The D-loop region of mtDNA is important for the regulation of mitochondrial genome replication and expression. SNPs in the D-loop region might affect mtDNA replication and lead to electron transport chain alteration, which is responsible for the release of highly ROS and could contribute to the nuclear genome damage.Citation27,Citation28 The ROS may promote kidney disease by activating the signaling pathways of NF-кB.Citation11 NF-кB is activated by ROS and upregulates of ROS-induced granulocyte macrophage-colony-stimulating factor (GM-CSF), which can enhance glomerular inflammation and induce mesangial proliferation.Citation11

Consistent with earlier reports, our data demonstrated smoking and gender were associated with the CKD progression,Citation29–33 which confirmed the validity of our data. The mechanism explained the relationship between smoking and CKD progression is that smoking contribute to oxidative stress, which plays important role in the development and progression of CKD.Citation34 The relationship between gender and CKD progression suggests that sex hormones may be important determinants of the greater susceptibility of males to progressive kidney injury.

Conclusion

In conclusion, SNPs in the mtDNA D-loop were found to be independent prognostic markers for the kidney survival time in CKD patients.
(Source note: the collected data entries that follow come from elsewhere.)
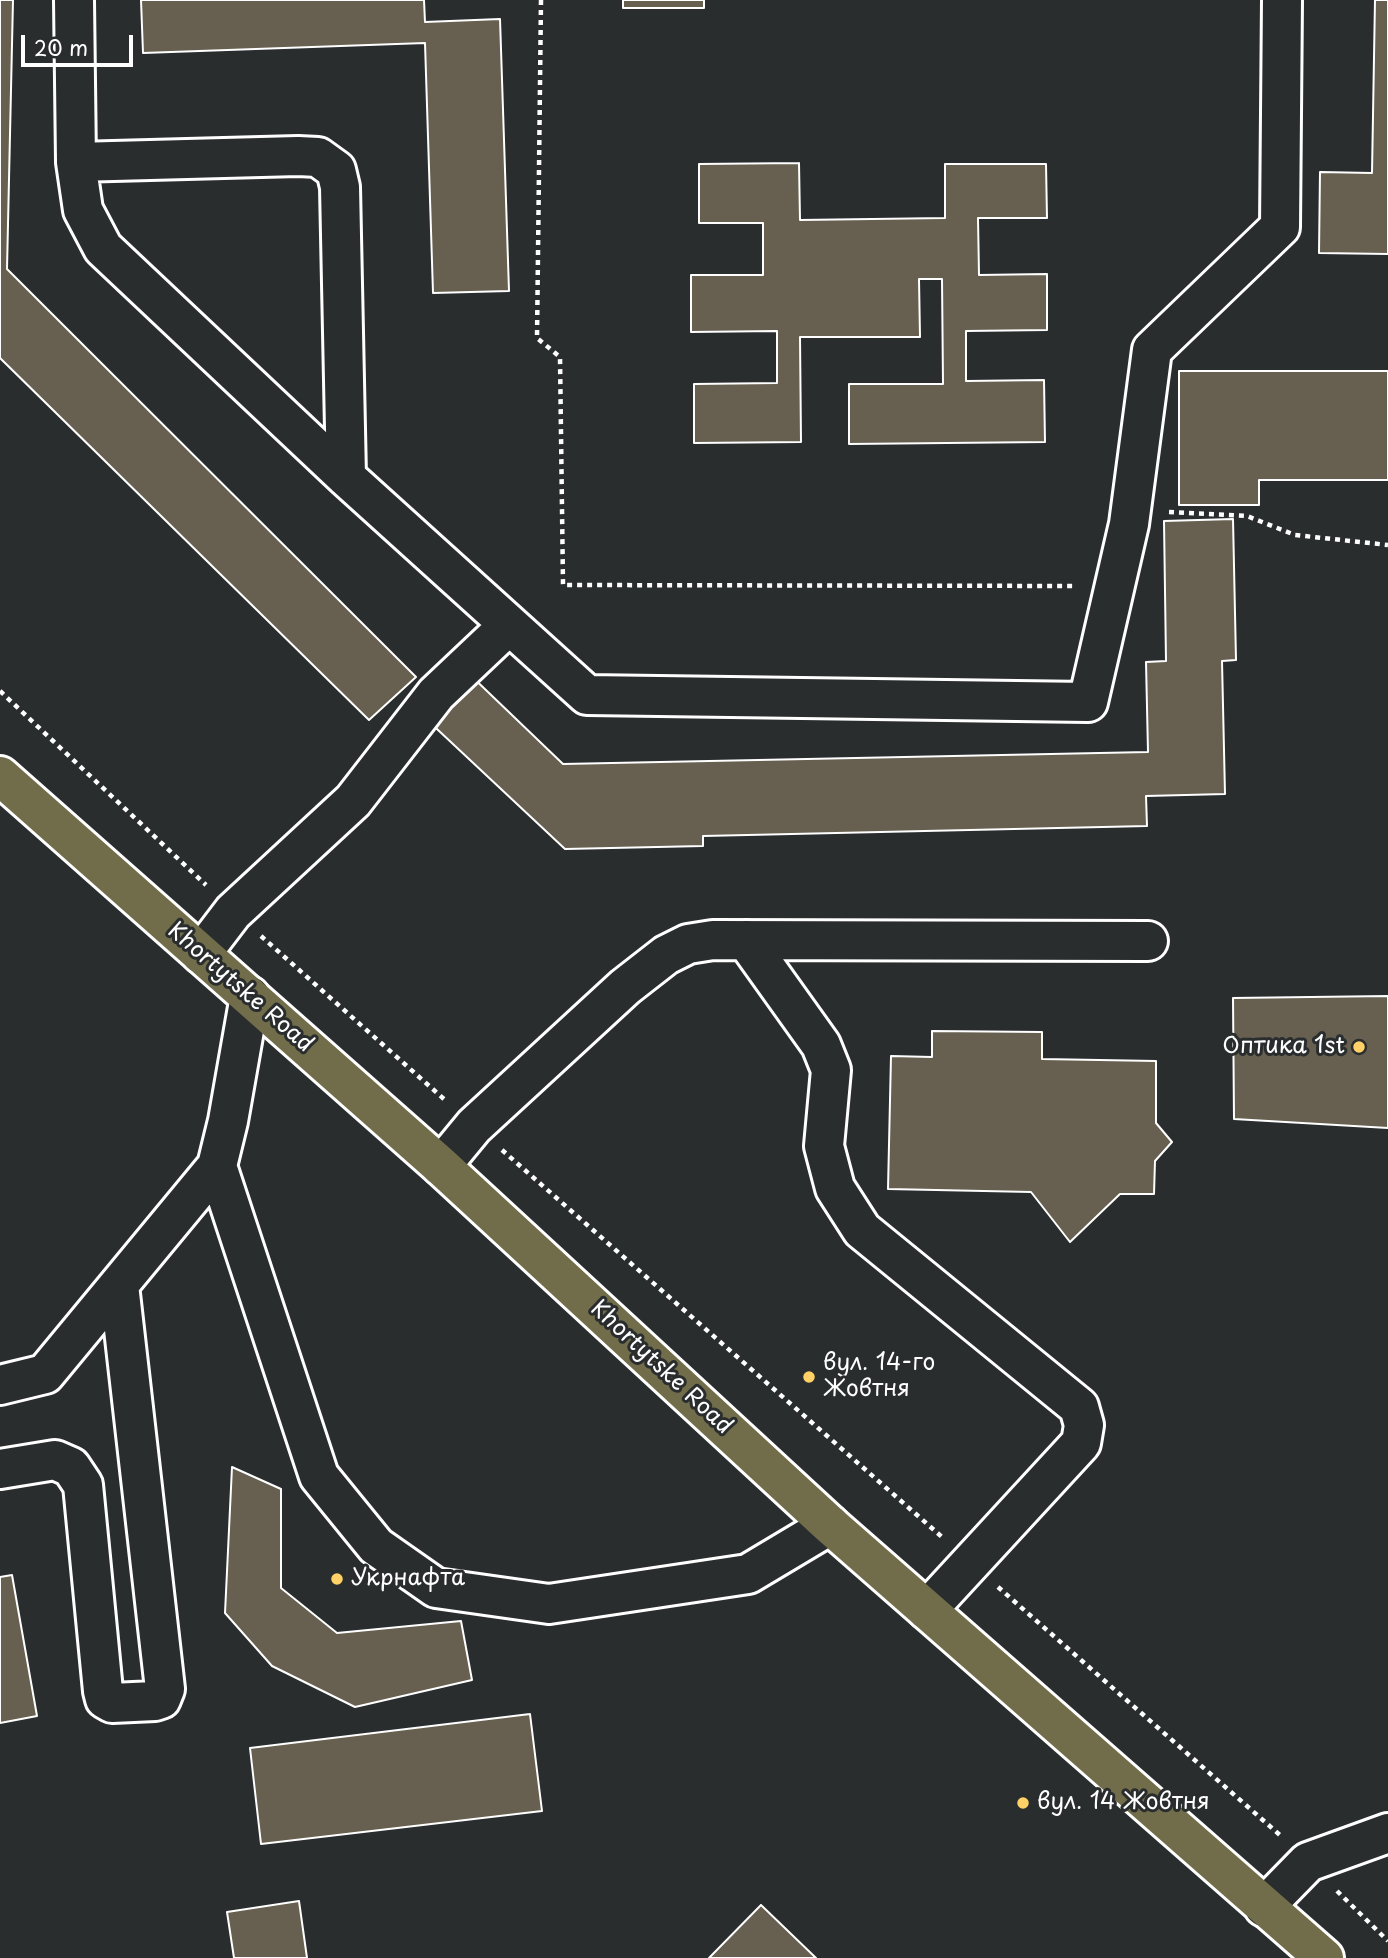 <!DOCTYPE html>
<html>
<head>
<meta charset="utf-8">
<style>
	body { margin:0 }
	#map { position:relative; width:1388px; height:1958px; overflow:hidden; background:#2a2d2e; font-family:"Playpen Sans",sans-serif }
	canvas { display:block }
	.scale { position:absolute; left:21px; top:35px; width:112px; height:32px; box-sizing:border-box; border:4px solid #fff; border-top:0; padding-left:9px; font-size:21px; line-height:24px; white-space:nowrap; color:#fff; -webkit-text-stroke:5px #2a2d2e; paint-order:stroke }
</style>
</head>
<body>
<div id="map">
<canvas width="1388" height="1958"></canvas>
<div class="scale">20 m</div>
</div>
<script>
const context = document.querySelector('canvas').getContext('2d');
context.lineJoin = 'round';
function paint(path, color) {
  context.fillStyle = color;
  context.fill(path, 'evenodd');
}
function toPath(rows) {
  const path = new Path2D();
  for (const r of rows) {
    path.moveTo(r[0], r[1]);
    for (let i = 2; i < r.length; i += 2) path.lineTo(r[i], r[i + 1]);
  }
  return path;
}
function trace(path, color, width, dash) {
  context.strokeStyle = color;
  context.lineWidth = width;
  context.lineCap = dash ? 'butt' : 'round';
  context.setLineDash(dash || []);
  context.stroke(path);
}
function label(font, color, halo, rows, align = 'center') {
  context.font = font + ' "Playpen Sans",sans-serif';
  context.lineWidth = 6;
  context.setLineDash([]);
  context.textBaseline = 'middle';
  context.strokeStyle = halo;
  context.fillStyle = color;
  for (const [text, x, y, turn = 0] of rows) {
    context.save();
    context.translate(x, y);
    context.rotate((+turn || 0) * Math.PI / 180);
    context.textAlign = isNaN(turn) ? turn : align;
    if (halo) context.strokeText(text, 0, 0);
    context.fillText(text, 0, 0);
    context.restore();
  }
}
const building = toPath([
	[0,0,13,0,7,269,416,677,369,720,0,358,0,0],
	[141,0,424,0,425,22,500,19,509,291,433,293,425,43,143,53,141,0],
	[623,0,704,0,704,8,623,8,623,0],
	[1375,0,1388,0,1388,254,1319,253,1320,172,1372,173,1375,0],
	[799,163,800,220,945,218,945,164,1046,164,1047,218,978,218,979,275,1047,274,1047,330,966,331,966,381,1044,380,1045,442,849,444,849,384,943,384,942,279,919,279,920,337,800,337,801,442,694,443,694,384,777,383,777,331,691,332,691,275,763,275,763,223,699,223,699,164,799,163],
	[1179,371,1388,371,1388,480,1259,480,1259,505,1179,505,1179,371],
	[1233,519,1236,660,1222,661,1225,794,1146,796,1147,826,703,836,703,846,565,849,422,715,464,669,563,764,1148,752,1146,662,1166,661,1164,521,1233,519],
	[1388,996,1388,1128,1234,1119,1233,998,1388,996],
	[932,1031,1042,1032,1042,1059,1156,1061,1156,1123,1172,1142,1155,1161,1154,1194,1120,1194,1070,1242,1031,1192,888,1189,891,1056,932,1057,932,1031],
	[232,1467,281,1489,281,1588,337,1633,461,1621,472,1680,355,1707,272,1666,225,1613,232,1467],
	[12,1575,37,1716,0,1723,0,1577,12,1575],
	[530,1714,542,1811,261,1844,250,1748,530,1714],
	[299,1901,307,1958,234,1958,227,1912,299,1901],
	[761,1905,816,1958,709,1958,761,1905]
]);
const path = toPath([
	[541,0,537,338,560,357,563,585,1077,586],
	[1169,512,1247,516,1295,535,1388,545],
	[0,691,206,885],
	[261,936,445,1100],
	[502,1150,942,1537],
	[998,1587,1281,1836],
	[1337,1891,1388,1941]
]);
const minor = toPath([
	[74,0,76,162,83,210,103,248,346,477,587,695,1088,702,1129,524,1152,350,1280,227,1282,0],
	[76,162,298,156,318,157,336,170,340,187,346,477],
	[746,940,821,1045,831,1070,824,1146,835,1188,862,1230,1079,1407,1084,1425,1081,1443,927,1610],
	[201,954,233,912,353,801,436,694,509,625],
	[250,996,228,1121,217,1166,319,1476,376,1546,436,1588,549,1604,748,1574,830,1525],
	[441,1166,474,1126,625,987,666,955,688,944,713,940,1148,941],
	[0,1385,45,1374,217,1166],
	[0,1469,55,1460,71,1467,83,1485,103,1691,105,1699,112,1703,155,1701,161,1699,165,1689,119,1285],
	[1264,1907,1308,1862,1388,1833]
]);
const major = toPath([
	[0,776,441,1166,830,1525,1324,1958]
]);
const markers = [
	[1359,1047,7,"#ffd166"],
	[809,1377,7,"#ffd166"],
	[337,1579,7,"#ffd166"],
	[1023,1803,7,"#ffd166"]
];
const streetNames = [
	["Khortytske Road",240,988,41],
	["Khortytske Road",661,1368,43]
];
const poiNames = [
	["Оптика 1st",1345,1047,"right"],
	["вул. 14-го",823,1364],
	["Жовтня",823,1390],
	["Укрнафта",351,1579],
	["вул. 14 Жовтня",1037,1803]
];
paint(building, '#676050');
trace(building, '#fff', 2);
trace(minor, '#fff', 44);
trace(major, '#fff', 44);
trace(path, '#fff', 4.5, [5, 5]);
trace(minor, '#2a2d2e', 38);
trace(major, '#716d4b', 38);
for (const [x, y, r, color] of markers) {
  const dot = new Path2D();
  dot.arc(x, y, r, 0, 2 * Math.PI);
  context.fillStyle = color;
  context.fill(dot);
  trace(dot, '#2a2d2e', 2.5);
}
label('23px', '#fff', '#2a2d2e', streetNames);
label('23px', '#fff', '#2a2d2e', poiNames, 'left');
</script>
</body>
</html>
The analysis of genetic polymorphisms in the D-loop might help to identify CKD patient subgroups at high risk for a disease outcome, thereby helping to refine therapeutic decisions in CKD patients.

Declaration of interest

All of the authors disclose any financial, consulting and personal relationships with other people or organizations that could influence the author’s work.

This work was supported by the project of the Hebei Natural Science Fund (H2012206157) and the project of the Hebei Major Medical Science (GL2011-51).